Stored items.
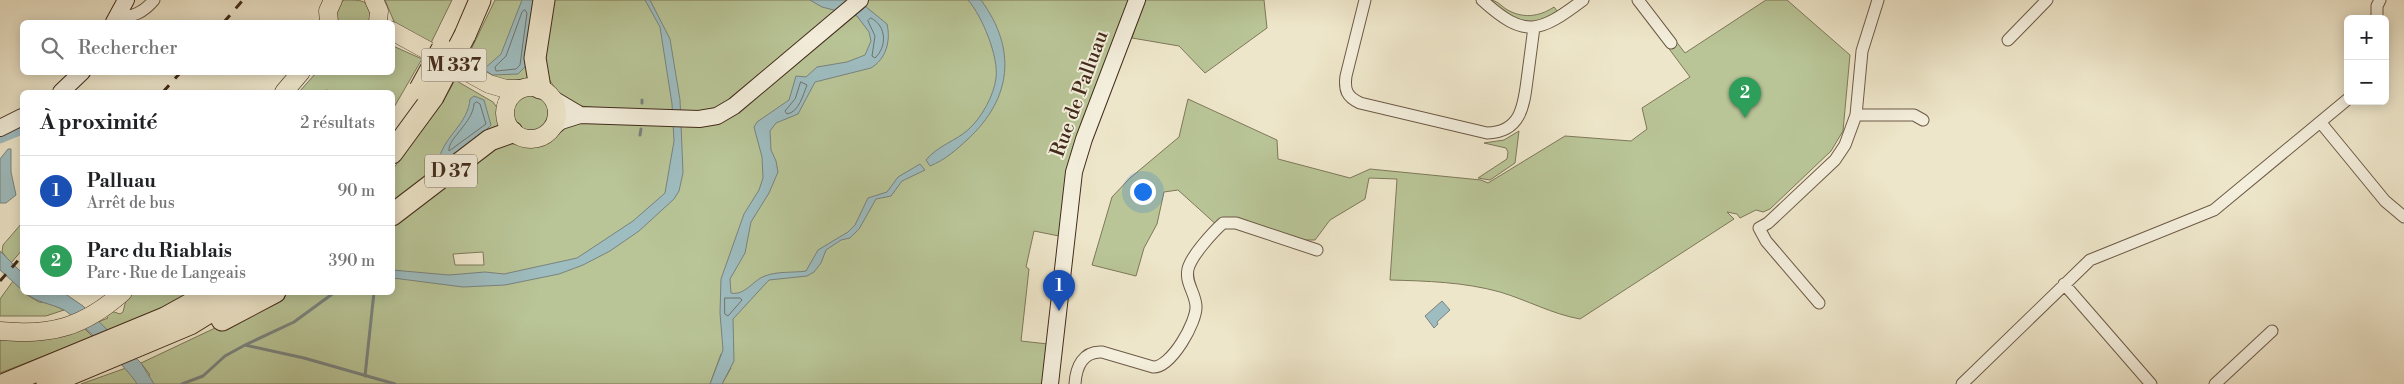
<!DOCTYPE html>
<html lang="fr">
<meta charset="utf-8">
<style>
:root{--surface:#fff;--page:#f2f2f2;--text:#202124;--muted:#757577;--line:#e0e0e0;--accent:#db2777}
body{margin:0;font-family:"Libre Bodoni",serif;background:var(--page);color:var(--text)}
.controls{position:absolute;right:15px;top:15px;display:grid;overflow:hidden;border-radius:8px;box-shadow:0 2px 12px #0003}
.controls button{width:45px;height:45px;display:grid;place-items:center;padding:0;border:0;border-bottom:1px solid var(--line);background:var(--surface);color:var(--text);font:25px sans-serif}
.you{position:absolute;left:1142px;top:191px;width:18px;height:18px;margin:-12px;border:4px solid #fff;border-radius:50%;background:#1a73e8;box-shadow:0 0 0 8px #1a73e833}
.badge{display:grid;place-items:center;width:32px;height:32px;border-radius:50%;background:var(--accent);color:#fff;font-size:16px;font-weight:700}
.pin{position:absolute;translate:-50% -41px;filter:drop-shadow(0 1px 2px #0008)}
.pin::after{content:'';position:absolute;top:26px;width:18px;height:15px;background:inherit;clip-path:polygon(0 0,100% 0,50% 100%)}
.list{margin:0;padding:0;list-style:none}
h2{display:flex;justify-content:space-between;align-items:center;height:65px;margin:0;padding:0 20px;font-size:21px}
h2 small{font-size:16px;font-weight:400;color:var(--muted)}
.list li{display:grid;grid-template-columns:32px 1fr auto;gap:15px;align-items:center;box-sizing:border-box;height:70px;padding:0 20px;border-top:1px solid var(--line)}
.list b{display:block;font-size:19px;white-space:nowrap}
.list p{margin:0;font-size:16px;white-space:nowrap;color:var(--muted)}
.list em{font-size:16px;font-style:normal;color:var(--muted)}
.icon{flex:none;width:28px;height:28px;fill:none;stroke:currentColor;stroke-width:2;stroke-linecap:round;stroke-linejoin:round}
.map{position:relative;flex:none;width:2404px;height:384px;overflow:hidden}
.search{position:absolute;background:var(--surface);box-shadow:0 2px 12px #0003;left:20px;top:20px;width:375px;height:55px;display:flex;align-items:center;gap:12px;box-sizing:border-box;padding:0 18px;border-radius:8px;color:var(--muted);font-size:19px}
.panel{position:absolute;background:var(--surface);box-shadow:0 2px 12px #0003;left:20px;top:90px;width:375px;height:205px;border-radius:8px}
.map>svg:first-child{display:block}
.green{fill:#b9c597;stroke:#7e7859;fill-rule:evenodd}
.water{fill:#9ebdc1;stroke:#79837f}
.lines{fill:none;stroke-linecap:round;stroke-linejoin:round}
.shore{stroke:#70746e;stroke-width:1}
.stream{stroke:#79837f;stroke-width:3}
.canal{stroke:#9ebdc1;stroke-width:11}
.street-casing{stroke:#6d5a47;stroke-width:13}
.secondary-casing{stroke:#422b1b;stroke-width:18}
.primary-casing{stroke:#422b1b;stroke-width:19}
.highway-casing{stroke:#422b1b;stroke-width:23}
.street{stroke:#f4efdd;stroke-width:11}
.secondary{stroke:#f4efdd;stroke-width:16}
.primary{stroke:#eee6ca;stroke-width:18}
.highway{stroke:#eee6ca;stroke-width:21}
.rail{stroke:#422b1b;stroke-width:3;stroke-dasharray:9 9;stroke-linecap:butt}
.highway-bridge-casing{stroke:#422b1b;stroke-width:23;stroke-linecap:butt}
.highway-bridge{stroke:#eee6ca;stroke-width:21}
.labels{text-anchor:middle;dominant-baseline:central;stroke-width:4;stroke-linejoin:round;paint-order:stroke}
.shield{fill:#f4efdd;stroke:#765;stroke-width:1}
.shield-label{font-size:19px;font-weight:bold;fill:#422b1b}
.street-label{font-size:20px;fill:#422b1b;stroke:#f4efdd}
</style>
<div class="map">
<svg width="2404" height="384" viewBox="0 0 2404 384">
<rect width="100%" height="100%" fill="#eee6ca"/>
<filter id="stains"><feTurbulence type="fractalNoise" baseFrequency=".004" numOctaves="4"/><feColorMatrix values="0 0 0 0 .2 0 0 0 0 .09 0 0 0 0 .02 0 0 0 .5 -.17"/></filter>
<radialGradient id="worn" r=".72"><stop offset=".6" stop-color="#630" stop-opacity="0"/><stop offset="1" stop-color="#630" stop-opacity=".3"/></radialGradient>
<!-- green -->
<path class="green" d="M344,0C366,0 369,0 371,22H337C335,14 337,6 344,0Z
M385,0H452L430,45L395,24Z
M495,0H541L533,77L506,82L464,64Z
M553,0H1134L1122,28L1064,237L1034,231L1026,267L1029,269L1021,341L1048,344L1043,384H722L731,368L721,354L710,384H81L126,368L136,381L150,375L141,363L249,312L286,293L392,292L393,226L499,145L506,143L529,146L538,144L574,123L653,110C636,109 577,110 567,101C558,94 549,79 543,70ZM483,252L484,265H455L453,254Z
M1144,0H1264L1267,28L1205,73L1179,46L1132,38Z
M1489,0C1497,0 1500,5 1506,9C1522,19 1539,17 1554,7L1558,12C1529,32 1513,18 1489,0Z
M1766,0H1787L1850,55L1843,131L1831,151L1770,209L1763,212L1756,210L1740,218L1737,214L1727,212L1734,219L1580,319C1552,314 1527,300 1500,292C1464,282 1427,281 1390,280L1397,179L1369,178L1365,199L1330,220L1315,240H1305L1236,223L1219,227L1178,190L1164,192L1157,224L1144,248L1136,276L1092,265L1112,197L1130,178L1179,137L1188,99L1277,140L1278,159L1350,178L1370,169L1481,180L1488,183L1565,136L1631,141L1647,129L1642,108L1690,77L1664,42L1672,36L1685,53Z
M393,46L422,59L393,109L392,92H332L327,90L320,92H299L316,73L392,72Z
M455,80L493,102L498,109L501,125L393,208V169L443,102Z
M512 112a18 18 0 1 1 36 0a18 18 0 1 1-36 0Z
M1519,131L1515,163L1490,180L1478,178L1507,159L1508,152L1506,148L1484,143L1504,140Z
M22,223V250L11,263L2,252L3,245Z
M13,281L22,290V292L39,302L49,303L64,310L46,316H0V299Z
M131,293H189L161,308L107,331L98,322L108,318L105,315L111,311L120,314L123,312L126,300Z
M84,328L93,337L0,373V336Z"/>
<!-- water -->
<path class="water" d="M522,0H534L525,67L518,74L492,75L484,69L501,54Z
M645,0H650L670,39L680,100L683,173L679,191L674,199L639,231L610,251L583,265L559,274L505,285L463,287L393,278L392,270L449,275L485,272L504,274L577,258L633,221L665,193L674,141L672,104L660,27Z
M810,0H846L865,6L887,24C891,41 886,59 871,68L815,82L798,114L776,123L770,131L771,150L776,161L778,172L769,193L751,222L745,253L730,279L731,293C745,296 753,280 765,276C778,271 792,273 806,271L818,250L848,232L855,225L868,198L887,192L898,177L920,164L925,170L902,181L891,196L876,199L859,229L850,238L841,240L826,250L821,263L814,272L807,276L769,280L733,319L734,361L722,384H710L723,350L720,313L721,279L744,214L759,190L763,178L762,157L754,127L757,122L789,100L796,76L806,77L817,67L847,62L865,55L871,41L869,32L857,16L822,7Z
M968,0H981C1017,49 1012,98 968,139C956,150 945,160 930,166L926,160C937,146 956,141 969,129C982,117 994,95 996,78C999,57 982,16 968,0Z
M474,96L484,100L491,125L480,136L441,163L439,159C445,135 468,124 470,99Z
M8,149H11V172L16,195L6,203H0V159Z
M0,251L22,273V290L0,270Z
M26,293H64L83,306L141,363L154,384H137C132,373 74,315 64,310C50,303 37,303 26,293Z
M1442,301L1450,310L1437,322L1438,324L1434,328L1425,316Z"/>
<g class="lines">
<!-- shore -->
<path class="shore" d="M525,10L527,13L520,65L516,69L496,71L495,67L506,56L522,12Z
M871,18C887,26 887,47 875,58L872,56L875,36L868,21Z
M801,82L807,85C803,95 799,112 787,114L785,111L795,99Z
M477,102L480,104L486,124L449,151C447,139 473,123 474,104Z
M725,298H740L742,300L728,316L725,314Z"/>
<!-- stream -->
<path class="stream" d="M642,103V100
M640,135L641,129
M245,345L294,322L335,292
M365,376L374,292
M182,384L203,376L225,356L245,345L304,358L395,384"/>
<!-- canal -->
<path class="canal" d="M0,138L22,129"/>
<defs>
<path id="street" d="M1365,0L1346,76C1344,90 1347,97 1360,103L1487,133C1524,132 1524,101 1528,73C1530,58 1532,43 1534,27
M1482,0C1525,39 1539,33 1583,0
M1638,0L1671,43
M117,17C133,17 143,13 154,0
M2377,19V6L2380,0
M2008,40L2047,0
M1856,115H1914L1923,120
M2321,123L2385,201L2404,217
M2064,284L2151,384
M1819,303L1766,241L1759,228L1768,223L1835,160L1845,145L1856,115L1862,51L1878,0
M1075,384C1076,367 1083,351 1102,352L1153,367C1171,368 1197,322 1196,306C1195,292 1185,283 1188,269C1191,256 1213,232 1223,223H1236L1317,250
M1962,384L2090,260L2214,210L2348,99
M2215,384L2272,331"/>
<path id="secondary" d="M114,22L126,0
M61,92L82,72
M553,99L580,115
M0,128L22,117
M552,128L561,121L580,115L699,119L717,116L734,106L860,0
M1050,384L1074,172L1084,139L1137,0"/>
<path id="primary" d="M374,0L379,11L378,22
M329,22L328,11L333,0
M392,31L489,84L506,89H519
M505 113a26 26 0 1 1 52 0a26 26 0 1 1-52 0Z
M284,92L301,72
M0,331C51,336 84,327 123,292"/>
<path id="highway" d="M465,35L480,0
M540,88L535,58L544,0
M392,153L433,97
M392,215L490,140L512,132
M222,320L275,292
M5,384L165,318L212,292
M47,384L190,324L242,292"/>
</defs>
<!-- street casing -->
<use href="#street" class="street-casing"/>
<!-- secondary casing -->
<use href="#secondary" class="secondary-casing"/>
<!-- primary casing -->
<use href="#primary" class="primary-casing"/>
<!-- highway casing -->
<use href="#highway" class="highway-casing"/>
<!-- street -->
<use href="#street" class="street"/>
<!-- secondary -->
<use href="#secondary" class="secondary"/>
<!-- primary -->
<use href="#primary" class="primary"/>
<!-- highway -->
<use href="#highway" class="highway"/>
<!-- rail -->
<path class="rail" d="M224,22L243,0
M163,92L181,72
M0,281L22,256"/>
<defs>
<path id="highway-bridge" d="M420,89L442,49
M433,97L465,35"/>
</defs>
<!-- highway-bridge casing -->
<use href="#highway-bridge" class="highway-bridge-casing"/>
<!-- highway-bridge -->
<use href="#highway-bridge" class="highway-bridge"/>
</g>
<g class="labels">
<!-- shield labels -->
<g class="shield">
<rect x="421.5" y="48.5" width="65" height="33" rx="4"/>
<rect x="425" y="154.5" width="52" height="33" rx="4"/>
</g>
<g class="shield-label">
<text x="454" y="65">M 337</text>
<text x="451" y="171">D 37</text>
</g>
<!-- street labels -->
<g class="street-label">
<text transform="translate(1080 94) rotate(-70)">Rue de Palluau</text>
</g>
</g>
<rect width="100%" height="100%" filter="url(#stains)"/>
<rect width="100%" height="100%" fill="url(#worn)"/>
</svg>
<div class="controls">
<button>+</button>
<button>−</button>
</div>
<div class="you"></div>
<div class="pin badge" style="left:1059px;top:311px;background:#1a4fb4">1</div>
<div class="pin badge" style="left:1745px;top:118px;background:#2e9e5b">2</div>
<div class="search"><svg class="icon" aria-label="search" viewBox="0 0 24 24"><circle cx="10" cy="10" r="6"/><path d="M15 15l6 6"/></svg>Rechercher</div>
<section class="panel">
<h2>À proximité<small>2 résultats</small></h2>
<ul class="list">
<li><span class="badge" style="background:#1a4fb4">1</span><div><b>Palluau</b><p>Arrêt de bus</p></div><em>90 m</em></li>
<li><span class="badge" style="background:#2e9e5b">2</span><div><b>Parc du Riablais</b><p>Parc · Rue de Langeais</p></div><em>390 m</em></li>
</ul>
</section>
</div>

Your assignment.
List all lines above in which the string "nowrap" appears.

Response to the task.
.list b{display:block;font-size:19px;white-space:nowrap}
.list p{margin:0;font-size:16px;white-space:nowrap;color:var(--muted)}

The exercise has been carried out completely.